MySQL8 replication lagging

Hi all,

we upgraded to MySQL8, and we started seeing replication lagging. Here are some of the configs:
binlog-format = MIXED
relay_log_info_repository = TABLE
relay_log_recovery = ON
log_replica_updates
expire_logs_days = 30
read_only = 1

innodb_buffer_pool_size = 360G
innodb_buffer_pool_instances = 32
innodb_buffer_pool_chunk_size = 256M
innodb_page_cleaners = 16
innodb_log_file_size = 4G
innodb_log_files_in_group = 32
innodb_purge_threads = 8
innodb_read_io_threads = 16
innodb_write_io_threads = 16
innodb_log_buffer_size = 64M
innodb_io_capacity = 2000
innodb_open_files = 256k
innodb_flush_method = O_DIRECT
innodb_numa_interleave = 1
skip-innodb-adaptive-hash-index

##########################################
read-only = ON
[xtrabackup]
innodb_read_io_threads = 2
innodb_write_io_threads = 2
##########################################
[mysqldump]
quick
max_allowed_packet = 512M

Any help is appreciated.
Thanks

There’s not a lot of details in your post. How much lag? Just 1-2s? Or ever increasing lag then suddenly catch up? Use a monitoring tool like Percona Monitoring and Management to visualize your lag issues. What type of queries are you running across replication? Mostly INSERT? UPDATE? DELETE? Any temporary tables (which are replicated in MIXED)?
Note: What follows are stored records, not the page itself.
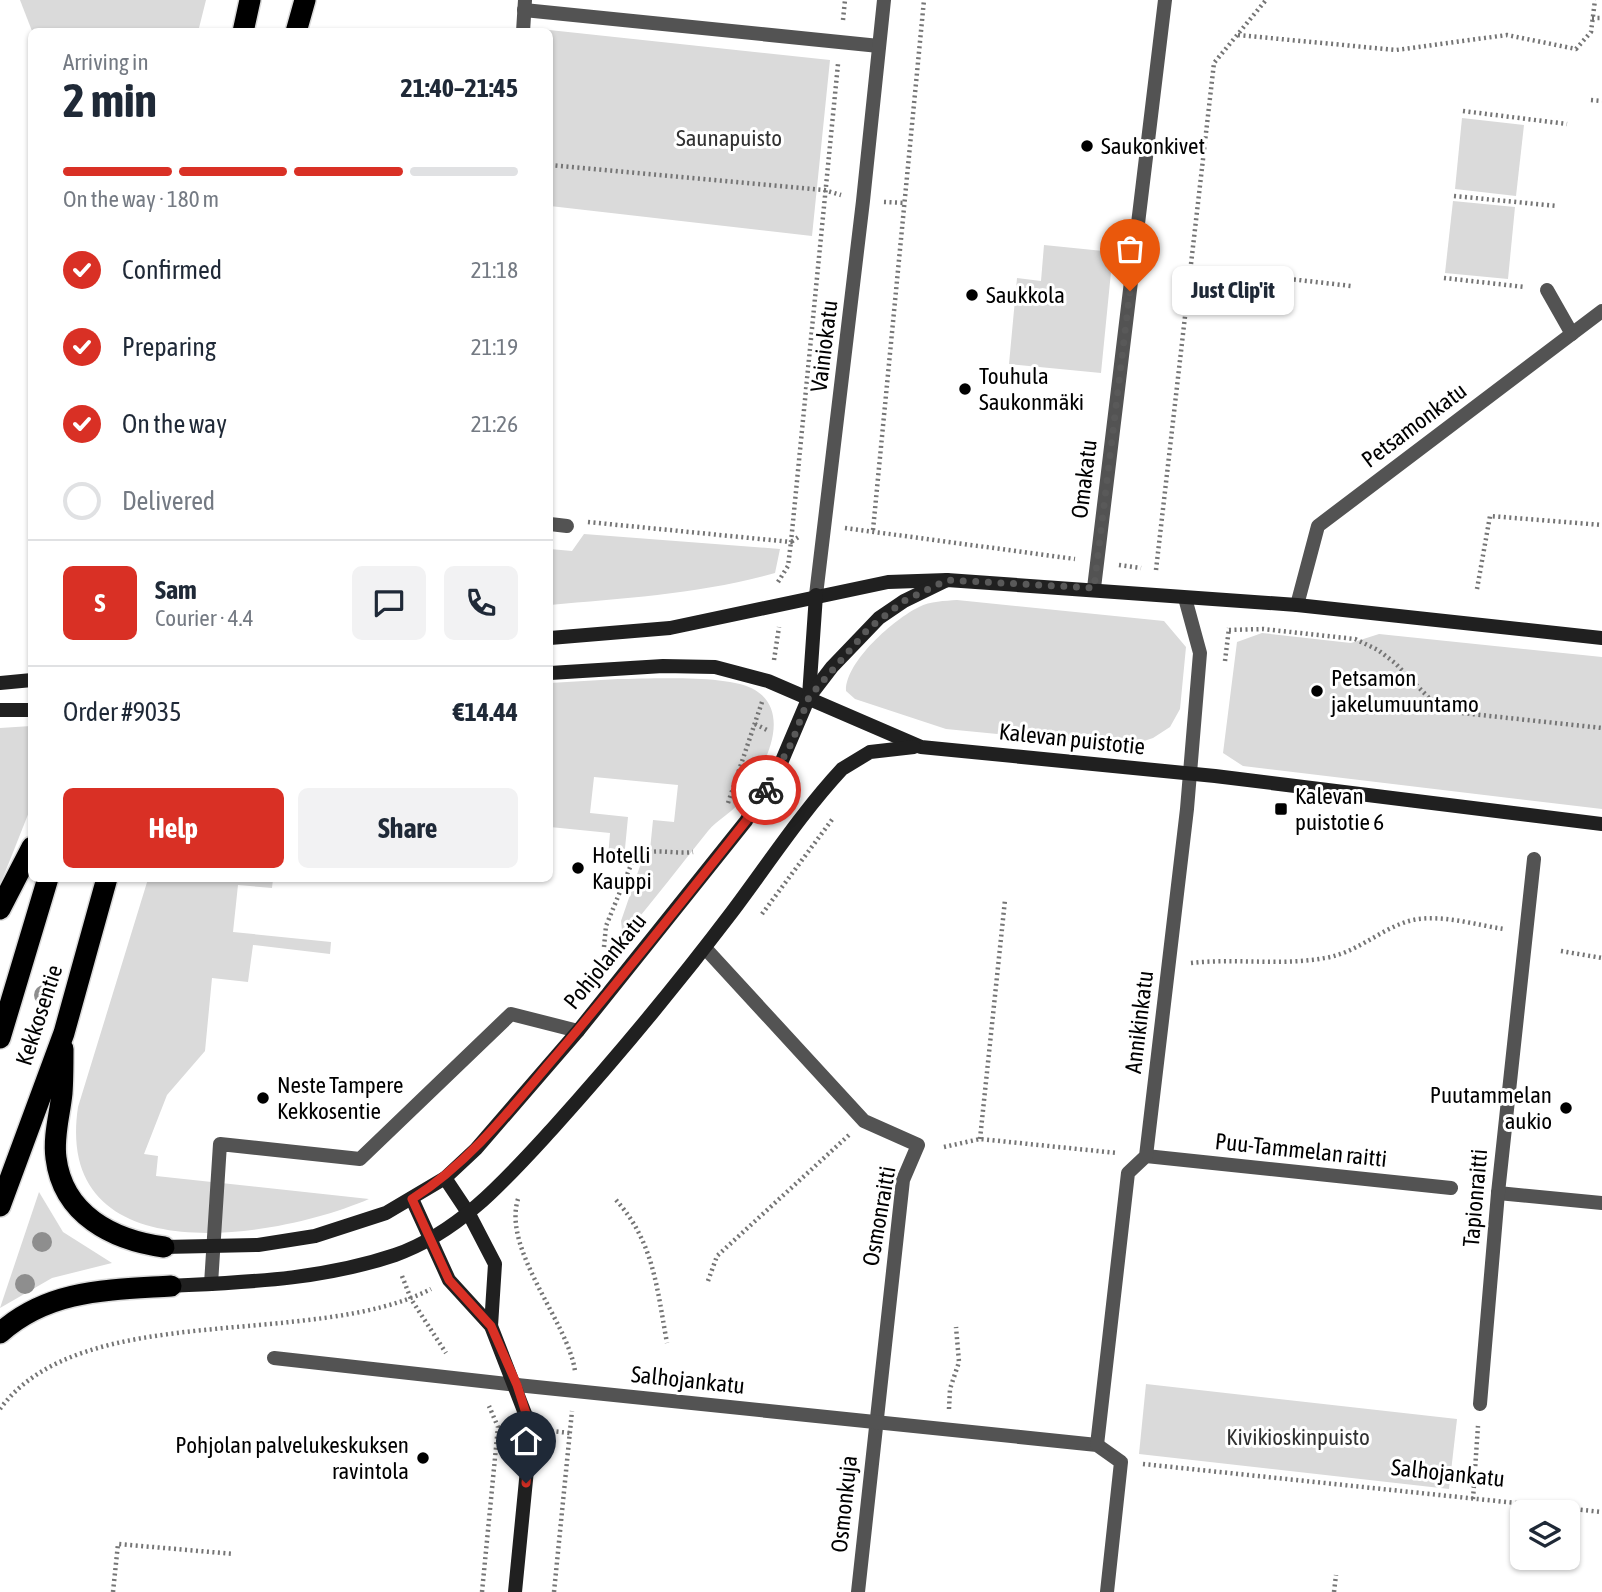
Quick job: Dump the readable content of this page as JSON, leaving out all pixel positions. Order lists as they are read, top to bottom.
{
  "streets": {
    "highway": ["Kekkosentie"],
    "main road": ["Vainiokatu", "Kalevan puistotie", "Pohjolankatu"],
    "street": [
      "Petsamonkatu",
      "Omakatu",
      "Annikinkatu",
      "Puu-Tammelan raitti",
      "Tapionraitti",
      "Osmonraitti",
      "Salhojankatu",
      "Osmonkuja"
    ]
  },
  "crossings": [
    ["Vainiokatu", "Kalevan puistotie"],
    ["Vainiokatu", "Pohjolankatu"],
    ["Kalevan puistotie", "Pohjolankatu"],
    ["Kalevan puistotie", "Annikinkatu"],
    ["Annikinkatu", "Puu-Tammelan raitti"],
    ["Annikinkatu", "Salhojankatu"],
    ["Osmonraitti", "Salhojankatu"],
    ["Osmonraitti", "Osmonkuja"],
    ["Salhojankatu", "Osmonkuja"]
  ],
  "parks": ["Saunapuisto", "Kivikioskinpuisto"],
  "places": {
    "other": [
      "Saukonkivet",
      "Just Clip'it",
      "Saukkola",
      "Touhula Saukonmäki",
      "Petsamon jakelumuuntamo",
      "Hotelli Kauppi",
      "Neste Tampere Kekkosentie",
      "Puutammelan aukio",
      "Pohjolan palvelukeskuksen ravintola"
    ],
    "transit": ["Kalevan puistotie 6"]
  },
  "page": {
    "heading": ["2 min", "Arriving in", "21:40–21:45"],
    "panel": [
      "Sam",
      "Courier · 4.4",
      "Order #9035",
      "€14.44"
    ],
    "bar": "On the way · 180 m",
    "list": [
      ["Confirmed", "21:18"],
      ["Preparing", "21:19"],
      ["On the way", "21:26"],
      "Delivered"
    ],
    "bubble": "Just Clip'it",
    "round": "S",
    "buttons": ["Help", "Share"]
  }
}
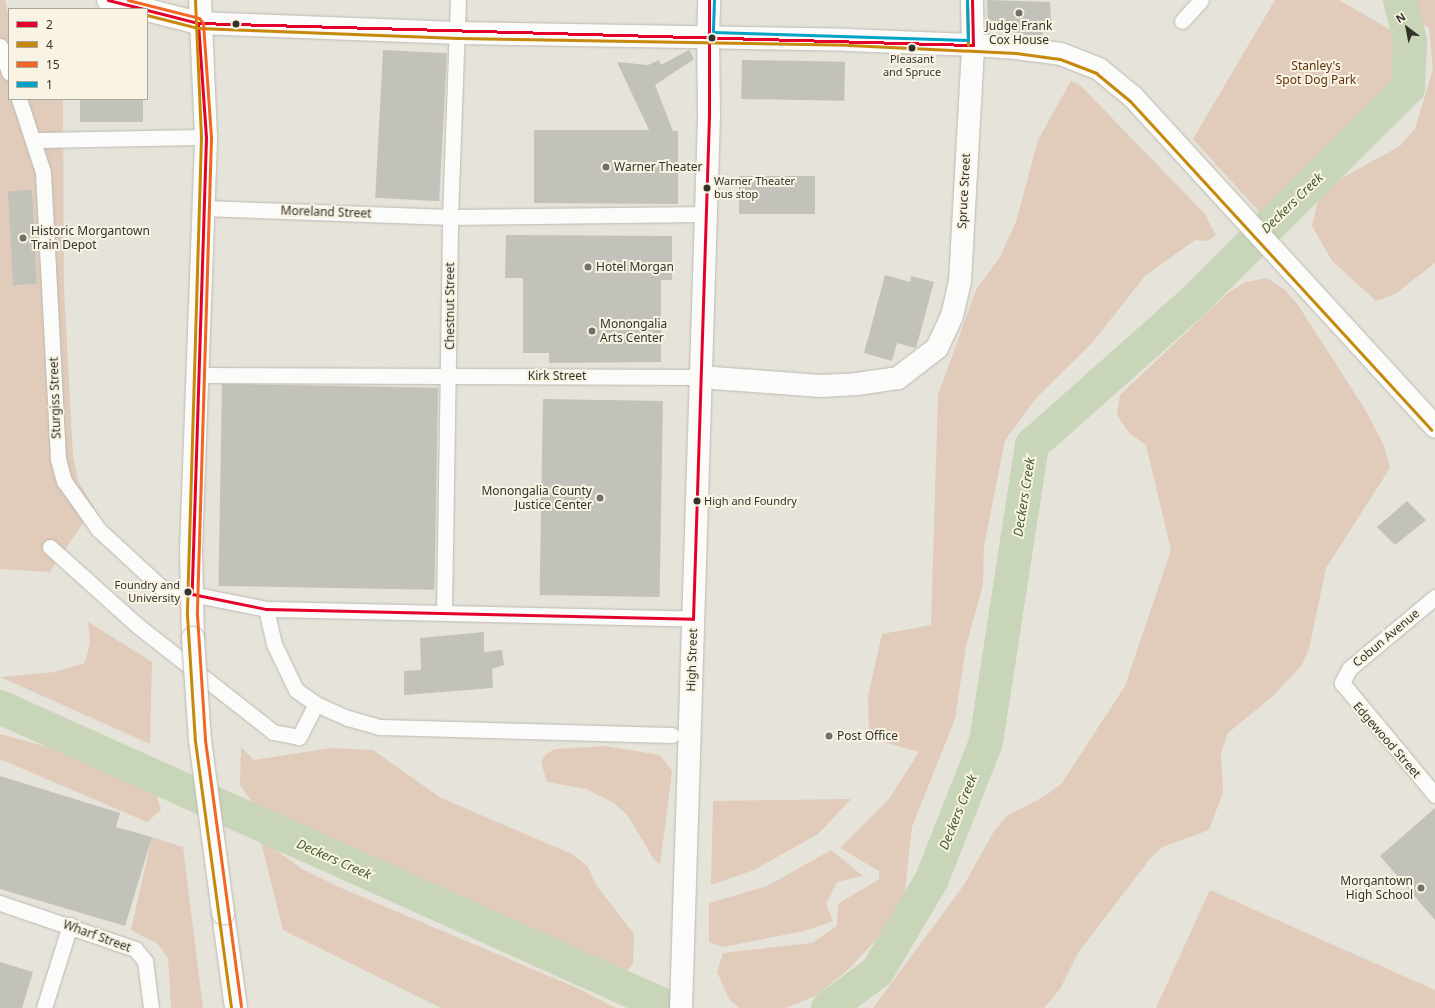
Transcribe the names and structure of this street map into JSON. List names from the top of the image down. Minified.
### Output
{"streets":{"street":["Spruce Street","Moreland Street","Chestnut Street","Kirk Street","Sturgiss Street","Cobun Avenue","High Street","Edgewood Street","Wharf Street"]},"crossings":[["Spruce Street","Kirk Street"],["Moreland Street","Chestnut Street"],["Moreland Street","High Street"],["Chestnut Street","Kirk Street"],["Chestnut Street","Sturgiss Street"],["Kirk Street","High Street"],["Sturgiss Street","High Street"],["Cobun Avenue","Edgewood Street"]],"water":["Deckers Creek"],"parks":["Stanley's Spot Dog Park"],"places":["Judge Frank Cox House","Pleasant and Spruce","Warner Theater","Warner Theater bus stop","Historic Morgantown Train Depot","Hotel Morgan","Monongalia Arts Center","Monongalia County Justice Center","High and Foundry","Foundry and University","Post Office","Morgantown High School"],"lines":["transit line 2","transit line 4","transit line 15","transit line 1"],"legend":["2","4","15","1"],"north":"top left"}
This can be an issue as MIXED will default to STATEMENT unless otherwise needed. You should always be in ROW, especially now that STATEMENT is deprecated.

Please have a read https://www.percona.com/blog/give-love-to-your-ssds-reduce-innodb_io_capacity_max/

Curious as to why you modified this parameter. What benefit are you seeing with a larger chunk size?

For helping with replica lag, you can set sync_binlog=0 and innodb_flush_log_at_trx_commit=0 on the replica.

Hi @matthewb :

Thank you so much for replying ! After upgrade to MySQL8, our DBs are lagging along with traffic, the most busy DB lags the most, and it could lag up to 2 hours or more in some days, it is a mixed combination of INSERTs, UPDATEs and DELETEs.

I do not remember what were the reasons we override the below 2 parameters, but do you have any recommendations?
innodb_io_capacity = 2000
innodb_buffer_pool_chunk_size = 256M

We will definitely try
sync_binlog=0
innodb_flush_log_at_trx_commit=0

Thank you so much

Hi @matthewb ,

we made changes to
innodb_io_capacity = 100
sync_binlog=0
innodb_flush_log_at_trx_commit=0

But it did not seem to make any improvement. Anything else should I try?

You made those changes on the replica, correct? And you changed the source to use ROW? And you have replica_parallel_workers >= 8 and have LOGICAL_CLOCK as the parallel type?

Hi @matthewb ,

we made below changes on the replica/slave:

  • innodb_io_capacity = 100
  • sync_binlog=0
  • innodb_flush_log_at_trx_commit=0 (reduce IO)

We have NOT made any changes to Primary DB yet, this is PROD we need approval.

I will confirm replica_parallel_workers >= 8 ,

But so far no improvement.

Thanks

If 99% of your replication is STATEMENT (which is possible because you used MIXED setting), then you won’t see much improvement on the replica.